Original topic: 使用tiup关闭集群,其它组件关闭完成,blackbox未关闭,是何原因,请大佬指教

| username: hanyj

[TiDB Usage Environment] Production Environment / Testing / Poc
[TiDB Version] 6.1.4
[Reproduction Path] tiup cluster stop ${cluster-name}
[Encountered Problem: Problem Phenomenon and Impact] Using tiup to shut down the cluster, other components shut down successfully, but blackbox did not shut down; later manually executed the shutdown of blackbox separately.
[Resource Configuration] Go to TiDB Dashboard - Cluster Info - Hosts and take a screenshot of this page
[Attachment: Screenshot/Log/Monitoring]
Error: failed to stop: 10.10.0.1 node exporter-9100.service, please check the instance’s log() for more detail.: timed out waiting for port 9100 to be stopped after 2m0s

2024-06-12T16:57:17.026+0800 INFO Execute command finished {“code”: 1, “error”: “failed to stop: 10.10.0.1 node_exporter-9100.service, please check the instance’s log() for more detail.: timed out waiting for port 9100 to be stopped after 2m0s”, “errorVerbose”: “timed out waiting for port 9100 to be stopped after 2m0s\ngithub.com/pingcap/tiup/pkg/cluster/module.(*WaitFor).Execute\n\tgithub.com/pingcap/tiup/pkg/cluster/module/wait_for.go:91\ngithub.com/pingcap/tiup/pkg/cluster/spec.PortStopped\n\tgithub.com/pingcap/tiup/pkg/cluster/spec/instance.go:130\ngithub.com/pingcap/tiup/pkg/cluster/operation.systemctlMonitor.func1\n\tgithub.com/pingcap/tiup/pkg/cluster/operation/action.go:338\ngolang.org/x/sync/errgroup.(*Group).Go.func1\n\tgolang.org/x/sync@v0.0.0-20220819030929-7fc1605a5dde/errgroup/errgroup.go:75\nruntime.goexit\n\truntime/asm_amd64.s:1594\nfailed to stop: 10.10.0.1 node_exporter-9100.service, please check the instance’s log() for more detail.”}

| username: lemonade010 | Original post link

“please check the instance’s log() for more detail.” Go check the blockbox’s log.

| username: zhaokede | Original post link

It should be an error, check the description in the logs.

| username: hanyj | Original post link

The blackbox_exporter.log only contains the logs from the time it was started.

| username: jiayou64 | Original post link

Is it deployed on a single machine? Try running tiup cluster display <cluster-name> to check.

| username: hanyj | Original post link

Not a single machine
alertmanager 10.10.0.1 9093/9094 linux/x86_64 Down
grafana 10.10.0.1 3000 linux/x86_64 Down
pd 10.10.0.2 2379/2380 linux/x86_64 Down
pd 10.10.0.1 2379/2380 linux/x86_64 Down
pd 10.10.0.3 2379/2380 linux/x86_64 Down
prometheus 10.10.0.1 9091/12020 linux/x86_64 Down
tidb 10.10.0.2 13306/10080 linux/x86_64 Down
tidb 10.10.0.1 13306/10080 linux/x86_64 Down
tidb 10.10.0.3 13306/10080 linux/x86_64 Down
tikv 10.10.0.2 20160/2010 linux/x86_64 N/A
tikv 10.10.0.1 20160/2010 linux/x86_64 N/A
tikv 10.10.0.3 20160/2010 linux/x86_64 N/A

| username: jiayou64 | Original post link

  • monitored: Monitoring service configuration, i.e., blackbox exporter and node exporter.
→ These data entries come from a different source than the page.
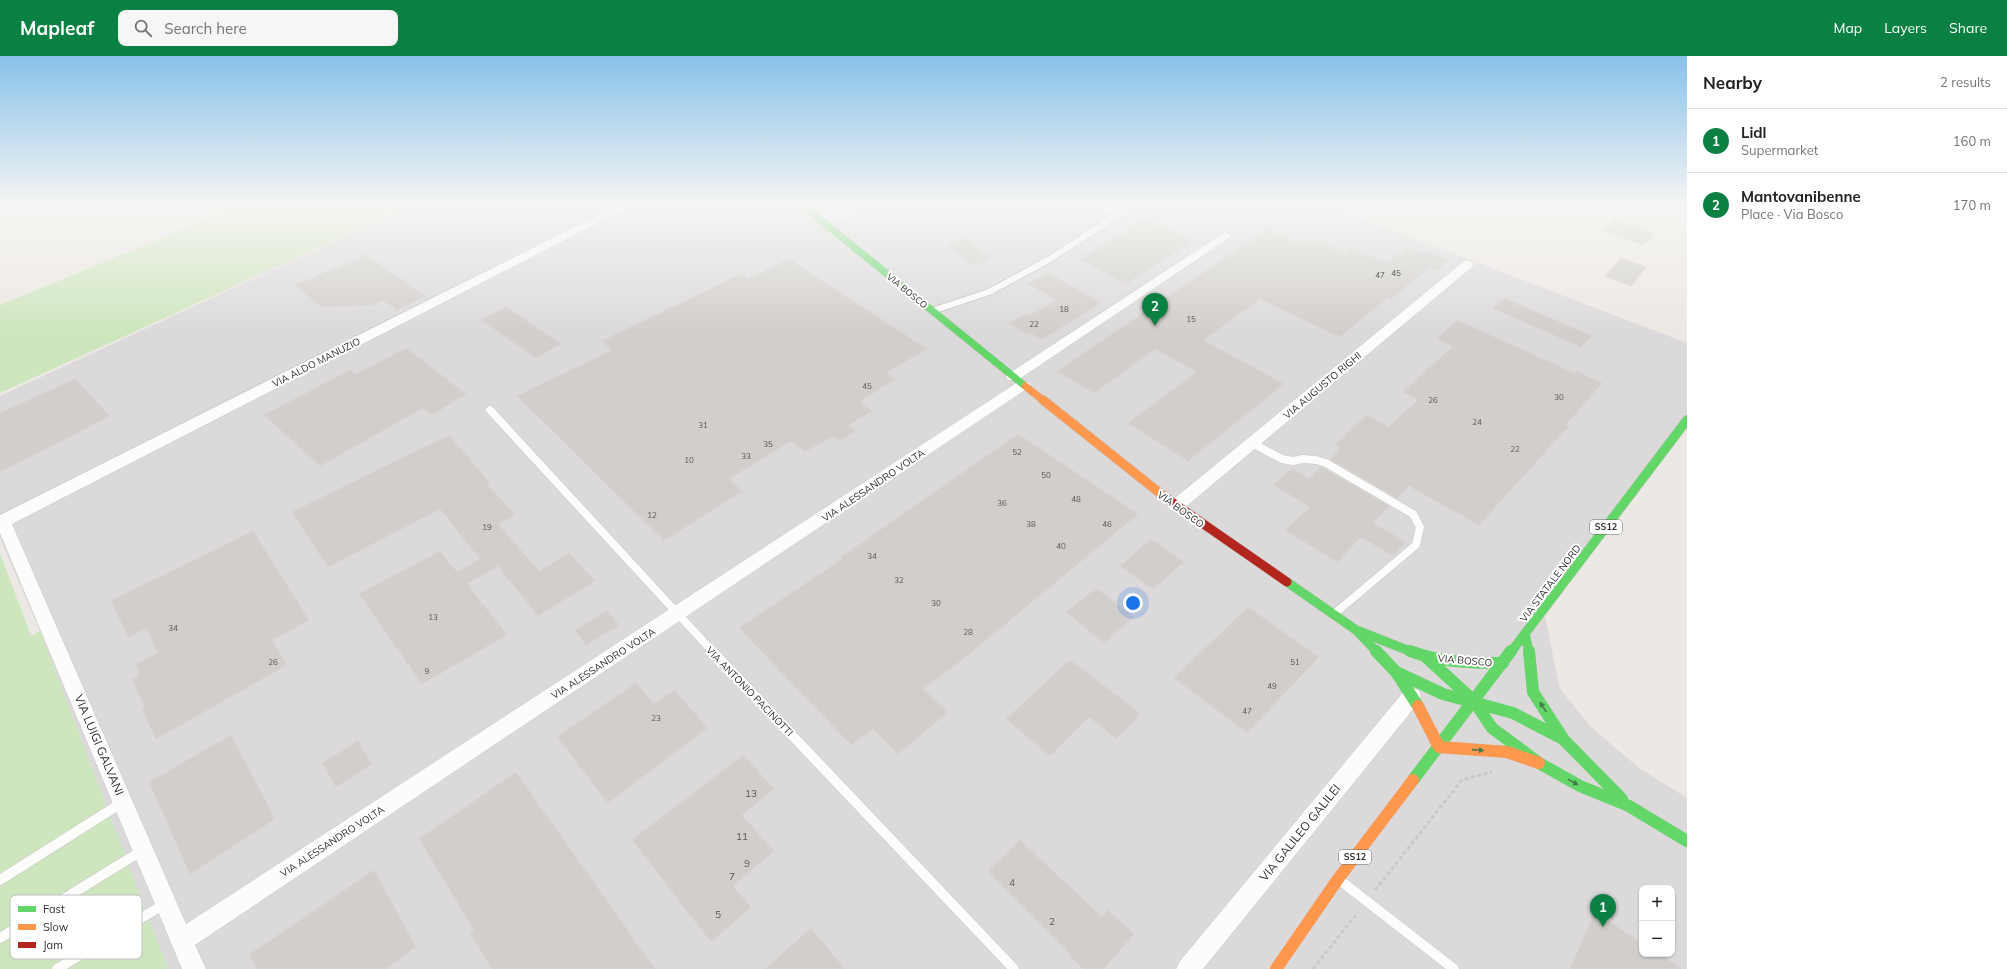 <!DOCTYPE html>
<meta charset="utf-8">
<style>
:root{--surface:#fff;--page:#f6f6f6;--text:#222;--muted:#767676;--line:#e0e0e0;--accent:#0b8043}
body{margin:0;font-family:Mulish,sans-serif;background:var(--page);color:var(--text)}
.controls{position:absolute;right:12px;bottom:12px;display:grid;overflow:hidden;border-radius:8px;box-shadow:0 1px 3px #0004}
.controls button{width:36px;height:36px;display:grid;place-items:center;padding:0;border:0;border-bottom:1px solid var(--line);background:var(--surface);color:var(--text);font:20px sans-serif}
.you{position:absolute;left:1133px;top:547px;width:14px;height:14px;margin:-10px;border:3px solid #fff;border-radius:50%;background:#1a73e8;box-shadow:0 0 0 6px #1a73e833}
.badge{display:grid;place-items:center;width:26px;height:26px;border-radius:50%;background:var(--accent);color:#fff;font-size:13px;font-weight:700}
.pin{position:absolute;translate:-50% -33px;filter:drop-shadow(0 1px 2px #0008)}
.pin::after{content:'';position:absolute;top:21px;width:14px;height:12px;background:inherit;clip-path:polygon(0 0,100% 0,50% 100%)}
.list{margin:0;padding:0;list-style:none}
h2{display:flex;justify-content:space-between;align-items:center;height:52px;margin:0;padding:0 16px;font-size:17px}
h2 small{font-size:13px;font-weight:400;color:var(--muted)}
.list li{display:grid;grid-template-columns:26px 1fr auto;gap:12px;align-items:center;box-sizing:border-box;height:64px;padding:0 16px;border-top:1px solid var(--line)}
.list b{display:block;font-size:15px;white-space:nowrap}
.list p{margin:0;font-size:13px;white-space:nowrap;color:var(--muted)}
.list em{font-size:13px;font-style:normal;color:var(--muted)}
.icon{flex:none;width:22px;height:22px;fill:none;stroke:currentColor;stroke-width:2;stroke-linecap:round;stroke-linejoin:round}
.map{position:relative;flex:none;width:1687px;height:913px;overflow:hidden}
header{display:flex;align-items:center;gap:24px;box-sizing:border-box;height:56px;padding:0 20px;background:var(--accent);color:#fff}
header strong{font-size:19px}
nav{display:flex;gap:22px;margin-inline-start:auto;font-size:14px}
.search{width:280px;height:36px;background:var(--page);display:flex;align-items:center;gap:10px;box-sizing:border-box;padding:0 14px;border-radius:8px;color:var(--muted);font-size:15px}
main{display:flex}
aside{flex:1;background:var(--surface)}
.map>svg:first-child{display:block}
.industrial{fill:#dcd9db;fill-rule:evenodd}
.green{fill:#cee6be}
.building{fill:#d1cecb;stroke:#d7d4d0}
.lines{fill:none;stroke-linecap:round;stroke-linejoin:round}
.lane-far2-casing{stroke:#c5c4c5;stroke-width:8}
.lane-far1-casing{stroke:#c5c4c5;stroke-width:9}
.lane-casing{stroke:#c5c4c5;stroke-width:11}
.street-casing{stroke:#c5c4c5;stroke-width:1}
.fast-far2-casing{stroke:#c5c4c5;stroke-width:8}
.fast-far1-casing{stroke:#c5c4c5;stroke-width:10}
.fast-casing{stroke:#c5c4c5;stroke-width:12}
.slow-far2-casing{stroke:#c5c4c5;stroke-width:8}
.slow-far1-casing{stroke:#c5c4c5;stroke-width:10}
.slow-casing{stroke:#c5c4c5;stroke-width:12}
.jam-casing{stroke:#c5c4c5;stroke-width:10}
.path{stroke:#c9c9c8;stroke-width:3;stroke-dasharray:4 2.5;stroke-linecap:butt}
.lane-far2{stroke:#fcfcfb;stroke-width:6}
.lane-far1{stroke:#fcfcfb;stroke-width:8}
.lane{stroke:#fcfcfb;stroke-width:10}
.street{fill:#fcfcfb;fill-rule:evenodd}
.fast-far2{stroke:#63d668;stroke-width:7}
.fast-far1{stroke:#63d668;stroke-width:9}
.fast{stroke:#63d668;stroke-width:12}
.slow-far2{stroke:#ff974d;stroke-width:7}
.slow-far1{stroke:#ff974d;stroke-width:9}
.slow{stroke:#ff974d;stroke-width:12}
.jam{stroke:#b3261e;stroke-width:9}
.oneway{fill:#467a48}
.labels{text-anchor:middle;stroke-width:4;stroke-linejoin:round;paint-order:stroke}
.number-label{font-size:8px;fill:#585857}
.far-street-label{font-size:9px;fill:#2e2e2e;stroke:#fff}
.shield{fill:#fff;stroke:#6d6d6d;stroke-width:1}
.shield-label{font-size:9px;font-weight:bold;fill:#2e2e2e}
.street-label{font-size:10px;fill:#2e2e2e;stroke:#fff}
.near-number-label{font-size:10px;fill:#585857}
.near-street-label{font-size:12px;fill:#2e2e2e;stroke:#fff}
.key{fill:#fff;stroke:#c0c0c0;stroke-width:1}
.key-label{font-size:11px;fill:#2e2e2e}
</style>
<header>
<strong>Mapleaf</strong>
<div class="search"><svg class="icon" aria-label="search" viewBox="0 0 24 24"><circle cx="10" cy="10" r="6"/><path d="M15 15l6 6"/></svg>Search here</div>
<nav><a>Map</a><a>Layers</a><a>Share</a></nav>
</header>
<main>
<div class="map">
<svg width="1687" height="913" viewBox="0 0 1687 913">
<rect width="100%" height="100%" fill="#ece8e4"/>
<path class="industrial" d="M415 148H594L606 157 626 148H806L831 166 881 148H1324L1687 287V357L1542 546 1560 633 1591 671 1639 712 1687 742V913H168L40 575 0 482V340ZM1642 832H1672V898H1642Z"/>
<g class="green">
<polygon points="237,148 414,148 0,337 0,249 208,163"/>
<polygon points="0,497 31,580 40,575 168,913 0,913"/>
</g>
<g class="building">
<polygon points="1146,163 1193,185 1126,228 1079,203"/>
<polygon points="1615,163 1655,178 1643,189 1603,174"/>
<polygon points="1268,173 1303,189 1312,182 1345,197 1352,192 1387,207 1406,192 1420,198 1425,194 1450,204 1436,215 1429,212 1391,243 1388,241 1340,281 1260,243 1203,284 1284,328 1188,405 1128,367 1197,316 1155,293 1094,337 1057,315"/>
<polygon points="965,182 991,202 973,210 946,189"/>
<polygon points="366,199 425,240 397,254 383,244 372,249 321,251 296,229"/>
<polygon points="1621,202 1646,211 1631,230 1605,220"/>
<polygon points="789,203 927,293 886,317 895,323 859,346 872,355 848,370 855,375 840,385 833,380 805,396 791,385 729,423 742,435 664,485 517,340 612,294 602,285 741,218 748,223"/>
<polygon points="1048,217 1101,247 1041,284 1031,277 1027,279 1009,267 1026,258 1028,260 1057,244 1028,228"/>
<polygon points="1504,242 1592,280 1581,291 1492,252"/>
<polygon points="506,251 561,288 536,302 481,264"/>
<polygon points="1457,264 1574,317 1576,315 1602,327 1566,369 1569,370 1479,469 1409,430 1397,442 1330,403 1341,392 1335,388 1367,359 1388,371 1418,344 1403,336 1453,290 1437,283"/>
<polygon points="406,292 466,338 432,359 423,352 320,410 264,359 350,314 356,318"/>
<polygon points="75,323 110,360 0,416 0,357"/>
<polygon points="1018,378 1138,458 961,605 923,633 948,656 898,698 873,673 851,689 739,572 842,503 841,501"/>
<polygon points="449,379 490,427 487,428 515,459 498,468 539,515 569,497 595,525 538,560 498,510 467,528 507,579 422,628 359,538 440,495 457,516 480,503 440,453 328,511 292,456"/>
<polygon points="1321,411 1389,450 1373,467 1406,486 1393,500 1361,481 1337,506 1285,474 1310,451 1273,429 1292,412 1309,423"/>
<polygon points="253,475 309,564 272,584 287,609 156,683 142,653 145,651 132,623 140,619 136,608 158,597 146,572 128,581 111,545"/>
<polygon points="1151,483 1184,506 1153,533 1120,510"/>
<polygon points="1096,532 1134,561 1104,587 1066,556"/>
<polygon points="1248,551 1319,601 1247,677 1174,622"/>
<polygon points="607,555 619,569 586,589 575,574"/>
<polygon points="1070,604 1141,658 1116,683 1089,661 1050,700 1006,663"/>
<polygon points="636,627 654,648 674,634 708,672 608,747 557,681"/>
<polygon points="231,679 275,763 190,818 149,726"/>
<polygon points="358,685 372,708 336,731 322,707"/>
<polygon points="743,699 774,733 742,759 774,795 733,830 751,851 711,886 632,784"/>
<polygon points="516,716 655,913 492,913 470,877 474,874 419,783"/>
<polygon points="1020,784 1102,861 1108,854 1134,878 1104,913 1083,913 1069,899 1070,897 988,815"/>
<polygon points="374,814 416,891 385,913 256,913 250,898"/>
<polygon points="1595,856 1642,887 1642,898 1659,898 1682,913 1570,913"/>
<polygon points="811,872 845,913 765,913"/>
</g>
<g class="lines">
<g class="lane-far2-casing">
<g id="lane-far2">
<polyline points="1097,148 1118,159"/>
<polyline points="932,255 989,236 1050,203 1134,148"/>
</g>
</g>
<g class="lane-far1-casing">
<g id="lane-far1">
<polyline points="490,354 713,596"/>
<polyline points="1252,387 1282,403 1293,405 1303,403 1316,404 1326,407 1413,458 1420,471 1416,489 1334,558"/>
</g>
</g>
<g class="lane-casing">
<g id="lane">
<polyline points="712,595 1014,913"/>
<polyline points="0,824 123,746"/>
<polyline points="1342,826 1454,913"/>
<polyline points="0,882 143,794"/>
<polyline points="57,913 166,847"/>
</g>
</g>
<g class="street-casing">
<g id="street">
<polygon points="620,148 635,148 12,468 186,868 1018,326 1028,326 1030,329 1028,332 195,889 206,913 182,913 0,477 0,459"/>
<polygon points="1225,176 1229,178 1231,180 1229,182 1018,324 1008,324 1006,321 1008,318"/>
<polygon points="1468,204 1474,208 1472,211 1182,454 1176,456 1170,454 1168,450 1170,446 1464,205"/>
<polygon points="1412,632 1419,634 1421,640 1419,646 1203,913 1176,913 1180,905 1405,634"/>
</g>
</g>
<g class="fast-far2-casing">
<polyline id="fast-far2" points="801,148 1025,330"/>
</g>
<g class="fast-far1-casing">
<g id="fast-far1">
<polyline points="1287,526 1356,574 1377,596"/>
<polyline points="1359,575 1412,596"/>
<polyline points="1525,578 1529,596"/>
<polyline points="1511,596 1687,364"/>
</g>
</g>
<g class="fast-casing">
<g id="fast">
<polyline points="1376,595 1396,616 1418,650"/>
<path d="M1410 595C1439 606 1471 607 1503 607"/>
<polyline points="1529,595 1533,636 1564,684 1622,743"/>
<polyline points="1426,601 1474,645 1492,672 1539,707 1580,730 1629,750 1687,785"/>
<polyline points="1396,616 1443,638 1513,657 1563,683"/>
<polyline points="1413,724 1511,595"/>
</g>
</g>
<g class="slow-far2-casing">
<polyline id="slow-far2" points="1025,330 1044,345"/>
</g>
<g class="slow-far1-casing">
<polyline id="slow-far1" points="1043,344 1166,442"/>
</g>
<g class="slow-casing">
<g id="slow">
<polyline points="1418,650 1439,691 1507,696 1539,707"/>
<polyline points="1276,913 1338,823 1413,724"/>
</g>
</g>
<g class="jam-casing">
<polyline id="jam" points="1166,442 1287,526"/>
</g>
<g class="path">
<polyline points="1375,834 1462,724 1492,716"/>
<polyline points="1313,913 1358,856"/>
</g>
<use href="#lane-far2" class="lane-far2"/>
<use href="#lane-far1" class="lane-far1"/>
<use href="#lane" class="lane"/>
<use href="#street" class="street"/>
<use href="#fast-far2" class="fast-far2"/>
<use href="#fast-far1" class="fast-far1"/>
<use href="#fast" class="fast"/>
<use href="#slow-far2" class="slow-far2"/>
<use href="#slow-far1" class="slow-far1"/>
<use href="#slow" class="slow"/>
<use href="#jam" class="jam"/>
</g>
<defs><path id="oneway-solid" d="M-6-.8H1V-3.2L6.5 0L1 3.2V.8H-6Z"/></defs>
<g class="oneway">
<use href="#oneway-solid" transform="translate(1543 651) rotate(-123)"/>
<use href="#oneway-solid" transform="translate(1478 694) rotate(4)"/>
<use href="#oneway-solid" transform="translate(1573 726) rotate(29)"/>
</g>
<linearGradient id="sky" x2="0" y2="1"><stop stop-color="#88c2ea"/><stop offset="0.54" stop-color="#f6f5f3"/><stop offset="1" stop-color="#f6f5f3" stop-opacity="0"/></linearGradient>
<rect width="1687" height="276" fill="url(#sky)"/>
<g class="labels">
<g class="number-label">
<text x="1396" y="220">45</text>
<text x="1380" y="222">47</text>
<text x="1064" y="256">18</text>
<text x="1191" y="266">15</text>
<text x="1034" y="271">22</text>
<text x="867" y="333">45</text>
<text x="1559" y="344">30</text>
<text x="1433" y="347">26</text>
<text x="1477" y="369">24</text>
<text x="703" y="372">31</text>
<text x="768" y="391">35</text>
<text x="1515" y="396">22</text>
<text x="1017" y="399">52</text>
<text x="746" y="403">33</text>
<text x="689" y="407">10</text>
<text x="1046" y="422">50</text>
<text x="1076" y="446">48</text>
<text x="1002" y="450">36</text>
<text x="652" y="462">12</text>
<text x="1031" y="471">38</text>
<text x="1107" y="471">46</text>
<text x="487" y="474">19</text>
<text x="1061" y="493">40</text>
<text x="872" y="503">34</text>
<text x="899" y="527">32</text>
<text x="936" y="550">30</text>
<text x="433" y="564">13</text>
<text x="173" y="575">34</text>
<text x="968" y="579">28</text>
<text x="273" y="609">26</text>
<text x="1295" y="609">51</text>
<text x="427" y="618">9</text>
<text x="1272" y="633">49</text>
<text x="1247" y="658">47</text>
<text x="656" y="665">23</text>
</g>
<g class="far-street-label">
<text transform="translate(907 235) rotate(39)" y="3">VIA BOSCO</text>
</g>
<g class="shield">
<rect x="1590" y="464" width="32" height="14" rx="3"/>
<rect x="1339" y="794" width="32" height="14" rx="3"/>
</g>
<g class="shield-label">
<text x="1606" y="474">SS12</text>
<text x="1355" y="804">SS12</text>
</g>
<g class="street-label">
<text transform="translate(316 306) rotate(-27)" y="4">VIA ALDO MANUZIO</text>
<text transform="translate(1322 329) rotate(-40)" y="4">VIA AUGUSTO RIGHI</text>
<text transform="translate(873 429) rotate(-34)" y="4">VIA ALESSANDRO VOLTA</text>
<text transform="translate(1181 453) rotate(36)" y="4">VIA BOSCO</text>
<text transform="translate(1550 527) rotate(-53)" y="4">VIA STATALE NORD</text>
<text transform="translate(1465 604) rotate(5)" y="4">VIA BOSCO</text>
<text transform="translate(603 607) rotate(-33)" y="4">VIA ALESSANDRO VOLTA</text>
<text transform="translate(750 635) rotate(46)" y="4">VIA ANTONIO PACINOTTI</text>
<text transform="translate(332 785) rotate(-33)" y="4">VIA ALESSANDRO VOLTA</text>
</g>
<g class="near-number-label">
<text x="751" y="741">13</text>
<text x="742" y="784">11</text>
<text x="747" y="811">9</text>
<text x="732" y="824">7</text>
<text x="1012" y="830">4</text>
<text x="718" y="862">5</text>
<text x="1052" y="869">2</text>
</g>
<g class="near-street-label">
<text transform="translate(99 689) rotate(67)" y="4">VIA LUIGI GALVANI</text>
<text transform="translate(1300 777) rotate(-51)" y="4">VIA GALILEO GALILEI</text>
</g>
</g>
<rect x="10" y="839" width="132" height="64" rx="6" class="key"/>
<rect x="18" y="850" width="18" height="6" fill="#63d668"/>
<rect x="18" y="868" width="18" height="6" fill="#ff974d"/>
<rect x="18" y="886" width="18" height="6" fill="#b3261e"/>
<g class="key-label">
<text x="43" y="857">Fast</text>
<text x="43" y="875">Slow</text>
<text x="43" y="893">Jam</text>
</g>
</svg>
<div class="controls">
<button>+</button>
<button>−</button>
</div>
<div class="you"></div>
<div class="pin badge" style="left:1603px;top:871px">1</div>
<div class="pin badge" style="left:1155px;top:270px">2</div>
</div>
<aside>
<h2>Nearby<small>2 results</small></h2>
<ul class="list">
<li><span class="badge">1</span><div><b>Lidl</b><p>Supermarket</p></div><em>160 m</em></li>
<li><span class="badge">2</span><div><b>Mantovanibenne</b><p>Place · Via Bosco</p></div><em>170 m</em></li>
</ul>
</aside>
</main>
Each machine will deploy a node exporter and a blackbox exporter.
    Log in to tidb 10.10.0.1
    ss -ntl|grep 9100
    Configure the monitoring node separately, refer to the official topology configuration:
    最小拓扑架构 | PingCAP 文档中心
| username: ziptoam | Original post link

Try manually stopping node_exporter.

| username: 郑旭东石家庄 | Original post link

You can try closing it multiple times. I encountered a similar issue during the closing process. It is generally caused by latency.

| username: hanyj | Original post link

It was manually stopped afterwards.

| username: hanyj | Original post link

Tried twice but couldn’t shut it down, so I did it manually afterward.

| username: hanyj | Original post link

Manually turned off later; the configuration is based on the official website’s configuration.

| username: ziptoam | Original post link

Sometimes when I start the cluster, I also encounter this timeout error, with some services timing out.

| username: 小于同学 | Original post link

There was an error, right?

| username: hanyj | Original post link

Ah, it also starts.

| username: hanyj | Original post link

The attachment has been posted.

| username: WalterWj | Original post link

Take a look at the corresponding startup script content:

Check if there are any records in the logs. :thinking:
Normally, shutting down and starting up are very quick.